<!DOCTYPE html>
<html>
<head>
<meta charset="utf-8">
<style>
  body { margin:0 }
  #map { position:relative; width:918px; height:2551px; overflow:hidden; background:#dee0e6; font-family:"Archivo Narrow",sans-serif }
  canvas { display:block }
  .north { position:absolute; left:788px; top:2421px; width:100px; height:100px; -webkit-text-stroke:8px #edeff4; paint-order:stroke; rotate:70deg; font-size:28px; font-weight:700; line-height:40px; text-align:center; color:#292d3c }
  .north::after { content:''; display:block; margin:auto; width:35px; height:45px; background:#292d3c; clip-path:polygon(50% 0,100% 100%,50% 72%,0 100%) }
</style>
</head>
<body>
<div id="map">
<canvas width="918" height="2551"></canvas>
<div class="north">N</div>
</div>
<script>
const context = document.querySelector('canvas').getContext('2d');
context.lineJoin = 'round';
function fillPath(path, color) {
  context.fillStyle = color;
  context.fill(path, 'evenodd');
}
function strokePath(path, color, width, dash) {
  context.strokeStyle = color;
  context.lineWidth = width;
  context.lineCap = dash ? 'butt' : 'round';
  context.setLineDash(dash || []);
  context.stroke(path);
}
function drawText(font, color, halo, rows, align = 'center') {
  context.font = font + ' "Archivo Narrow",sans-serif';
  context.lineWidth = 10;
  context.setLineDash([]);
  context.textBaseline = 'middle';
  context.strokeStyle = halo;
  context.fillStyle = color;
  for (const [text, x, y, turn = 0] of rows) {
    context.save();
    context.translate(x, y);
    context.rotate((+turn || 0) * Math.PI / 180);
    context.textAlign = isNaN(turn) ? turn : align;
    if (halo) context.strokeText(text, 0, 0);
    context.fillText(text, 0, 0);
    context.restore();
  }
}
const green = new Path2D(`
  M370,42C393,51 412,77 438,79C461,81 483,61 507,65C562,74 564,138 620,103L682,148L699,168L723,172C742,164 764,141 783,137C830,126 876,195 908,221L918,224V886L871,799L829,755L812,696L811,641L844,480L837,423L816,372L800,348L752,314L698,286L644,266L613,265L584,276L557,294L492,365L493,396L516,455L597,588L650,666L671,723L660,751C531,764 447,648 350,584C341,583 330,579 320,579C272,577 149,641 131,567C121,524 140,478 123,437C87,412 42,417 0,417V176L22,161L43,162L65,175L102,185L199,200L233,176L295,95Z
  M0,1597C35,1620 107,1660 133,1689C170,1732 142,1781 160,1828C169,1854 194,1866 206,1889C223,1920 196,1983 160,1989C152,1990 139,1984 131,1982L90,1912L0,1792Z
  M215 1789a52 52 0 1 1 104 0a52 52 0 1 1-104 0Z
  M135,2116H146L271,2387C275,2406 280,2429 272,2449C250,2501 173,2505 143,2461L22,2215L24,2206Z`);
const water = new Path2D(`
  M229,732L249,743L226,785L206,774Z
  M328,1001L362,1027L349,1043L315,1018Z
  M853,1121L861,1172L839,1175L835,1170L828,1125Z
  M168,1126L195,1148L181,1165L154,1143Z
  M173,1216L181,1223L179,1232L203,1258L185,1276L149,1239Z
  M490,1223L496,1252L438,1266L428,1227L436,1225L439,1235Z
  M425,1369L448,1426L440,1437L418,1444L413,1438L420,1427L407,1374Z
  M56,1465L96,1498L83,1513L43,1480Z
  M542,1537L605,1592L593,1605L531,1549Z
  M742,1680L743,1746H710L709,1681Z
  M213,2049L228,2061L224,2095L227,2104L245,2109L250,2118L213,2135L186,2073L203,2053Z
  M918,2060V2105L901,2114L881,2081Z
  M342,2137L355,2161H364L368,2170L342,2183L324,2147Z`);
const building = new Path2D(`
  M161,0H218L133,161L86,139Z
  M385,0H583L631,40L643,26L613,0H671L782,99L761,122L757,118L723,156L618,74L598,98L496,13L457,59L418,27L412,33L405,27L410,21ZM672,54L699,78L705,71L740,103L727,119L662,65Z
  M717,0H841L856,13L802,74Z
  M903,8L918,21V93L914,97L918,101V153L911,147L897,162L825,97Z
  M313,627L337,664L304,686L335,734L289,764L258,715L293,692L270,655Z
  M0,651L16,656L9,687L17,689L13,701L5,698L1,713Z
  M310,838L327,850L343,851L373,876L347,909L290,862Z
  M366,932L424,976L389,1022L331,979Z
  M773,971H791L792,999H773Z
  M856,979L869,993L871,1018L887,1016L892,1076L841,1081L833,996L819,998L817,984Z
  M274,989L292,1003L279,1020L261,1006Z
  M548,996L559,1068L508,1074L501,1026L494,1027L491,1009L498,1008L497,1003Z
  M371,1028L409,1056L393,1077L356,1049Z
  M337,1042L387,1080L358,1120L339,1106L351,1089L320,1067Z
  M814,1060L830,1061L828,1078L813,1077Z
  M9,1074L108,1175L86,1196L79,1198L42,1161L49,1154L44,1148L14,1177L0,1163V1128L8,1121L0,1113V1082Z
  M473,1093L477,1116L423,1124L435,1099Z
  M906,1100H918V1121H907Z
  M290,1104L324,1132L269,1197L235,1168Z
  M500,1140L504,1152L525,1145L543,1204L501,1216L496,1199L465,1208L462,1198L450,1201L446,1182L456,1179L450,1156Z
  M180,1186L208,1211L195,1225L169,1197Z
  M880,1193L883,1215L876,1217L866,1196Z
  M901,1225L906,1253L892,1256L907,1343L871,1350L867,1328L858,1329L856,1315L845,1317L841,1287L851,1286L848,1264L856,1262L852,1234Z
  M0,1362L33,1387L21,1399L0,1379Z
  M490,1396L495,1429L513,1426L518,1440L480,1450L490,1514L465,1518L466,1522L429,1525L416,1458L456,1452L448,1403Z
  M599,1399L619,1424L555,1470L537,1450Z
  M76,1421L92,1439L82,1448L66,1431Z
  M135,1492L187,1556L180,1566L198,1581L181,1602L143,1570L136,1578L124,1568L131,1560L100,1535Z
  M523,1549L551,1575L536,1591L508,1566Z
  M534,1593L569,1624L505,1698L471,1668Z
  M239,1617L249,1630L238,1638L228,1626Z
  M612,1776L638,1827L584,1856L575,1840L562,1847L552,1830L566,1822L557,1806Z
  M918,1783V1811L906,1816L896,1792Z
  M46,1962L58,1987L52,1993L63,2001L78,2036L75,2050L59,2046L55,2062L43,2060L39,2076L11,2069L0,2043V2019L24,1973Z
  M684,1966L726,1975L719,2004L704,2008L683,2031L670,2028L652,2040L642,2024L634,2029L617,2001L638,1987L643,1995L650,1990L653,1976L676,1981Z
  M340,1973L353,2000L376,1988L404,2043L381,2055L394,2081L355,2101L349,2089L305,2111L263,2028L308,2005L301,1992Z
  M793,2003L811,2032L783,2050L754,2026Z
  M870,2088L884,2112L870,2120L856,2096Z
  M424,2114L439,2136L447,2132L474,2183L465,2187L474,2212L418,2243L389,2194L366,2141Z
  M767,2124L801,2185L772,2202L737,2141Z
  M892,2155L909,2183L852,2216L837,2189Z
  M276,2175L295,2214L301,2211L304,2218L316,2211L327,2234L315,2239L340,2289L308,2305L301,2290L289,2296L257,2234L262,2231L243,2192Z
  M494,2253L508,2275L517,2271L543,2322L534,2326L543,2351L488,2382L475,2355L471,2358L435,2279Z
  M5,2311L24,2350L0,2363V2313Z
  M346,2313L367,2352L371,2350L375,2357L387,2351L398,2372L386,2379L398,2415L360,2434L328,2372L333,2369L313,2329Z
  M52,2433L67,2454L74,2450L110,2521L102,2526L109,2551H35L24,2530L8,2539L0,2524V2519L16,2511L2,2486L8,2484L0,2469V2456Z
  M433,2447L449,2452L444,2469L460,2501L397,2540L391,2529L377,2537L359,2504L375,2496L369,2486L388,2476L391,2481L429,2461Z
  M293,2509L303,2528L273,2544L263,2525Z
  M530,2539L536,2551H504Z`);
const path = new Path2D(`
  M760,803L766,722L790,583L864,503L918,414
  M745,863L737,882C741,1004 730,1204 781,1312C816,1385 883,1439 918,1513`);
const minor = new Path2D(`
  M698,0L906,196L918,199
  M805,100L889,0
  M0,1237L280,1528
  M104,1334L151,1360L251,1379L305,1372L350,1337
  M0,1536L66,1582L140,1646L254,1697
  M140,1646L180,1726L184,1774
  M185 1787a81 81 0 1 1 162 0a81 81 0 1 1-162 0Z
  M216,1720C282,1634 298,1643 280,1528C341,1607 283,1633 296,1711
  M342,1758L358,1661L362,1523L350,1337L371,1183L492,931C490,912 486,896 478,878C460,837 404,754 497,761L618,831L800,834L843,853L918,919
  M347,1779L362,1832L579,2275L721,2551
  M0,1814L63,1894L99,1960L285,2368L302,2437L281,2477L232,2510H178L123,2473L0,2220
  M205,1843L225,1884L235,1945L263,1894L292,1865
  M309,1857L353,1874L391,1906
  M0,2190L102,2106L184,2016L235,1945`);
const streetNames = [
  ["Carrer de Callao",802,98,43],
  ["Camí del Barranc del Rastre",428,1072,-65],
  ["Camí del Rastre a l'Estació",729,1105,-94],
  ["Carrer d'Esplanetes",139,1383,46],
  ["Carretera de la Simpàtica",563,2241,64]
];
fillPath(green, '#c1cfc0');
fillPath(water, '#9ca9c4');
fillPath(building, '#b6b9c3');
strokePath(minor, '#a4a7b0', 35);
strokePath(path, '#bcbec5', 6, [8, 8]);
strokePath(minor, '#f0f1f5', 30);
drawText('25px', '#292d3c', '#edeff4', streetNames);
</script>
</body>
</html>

- [ACTION ITEM]
In the listing above, please copy exactly the lines from the first through the one that contains "M370,42C393,51 412,77 438,79C461,81", and no others.

- [RESPONSE AREA]
<!DOCTYPE html>
<html>
<head>
<meta charset="utf-8">
<style>
  body { margin:0 }
  #map { position:relative; width:918px; height:2551px; overflow:hidden; background:#dee0e6; font-family:"Archivo Narrow",sans-serif }
  canvas { display:block }
  .north { position:absolute; left:788px; top:2421px; width:100px; height:100px; -webkit-text-stroke:8px #edeff4; paint-order:stroke; rotate:70deg; font-size:28px; font-weight:700; line-height:40px; text-align:center; color:#292d3c }
  .north::after { content:''; display:block; margin:auto; width:35px; height:45px; background:#292d3c; clip-path:polygon(50% 0,100% 100%,50% 72%,0 100%) }
</style>
</head>
<body>
<div id="map">
<canvas width="918" height="2551"></canvas>
<div class="north">N</div>
</div>
<script>
const context = document.querySelector('canvas').getContext('2d');
context.lineJoin = 'round';
function fillPath(path, color) {
  context.fillStyle = color;
  context.fill(path, 'evenodd');
}
function strokePath(path, color, width, dash) {
  context.strokeStyle = color;
  context.lineWidth = width;
  context.lineCap = dash ? 'butt' : 'round';
  context.setLineDash(dash || []);
  context.stroke(path);
}
function drawText(font, color, halo, rows, align = 'center') {
  context.font = font + ' "Archivo Narrow",sans-serif';
  context.lineWidth = 10;
  context.setLineDash([]);
  context.textBaseline = 'middle';
  context.strokeStyle = halo;
  context.fillStyle = color;
  for (const [text, x, y, turn = 0] of rows) {
    context.save();
    context.translate(x, y);
    context.rotate((+turn || 0) * Math.PI / 180);
    context.textAlign = isNaN(turn) ? turn : align;
    if (halo) context.strokeText(text, 0, 0);
    context.fillText(text, 0, 0);
    context.restore();
  }
}
const green = new Path2D(`
  M370,42C393,51 412,77 438,79C461,81 483,61 507,65C562,74 564,138 620,103L682,148L699,168L723,172C742,164 764,141 783,137C830,126 876,195 908,221L918,224V886L871,799L829,755L812,696L811,641L844,480L837,423L816,372L800,348L752,314L698,286L644,266L613,265L584,276L557,294L492,365L493,396L516,455L597,588L650,666L671,723L660,751C531,764 447,648 350,584C341,583 330,579 320,579C272,577 149,641 131,567C121,524 140,478 123,437C87,412 42,417 0,417V176L22,161L43,162L65,175L102,185L199,200L233,176L295,95Z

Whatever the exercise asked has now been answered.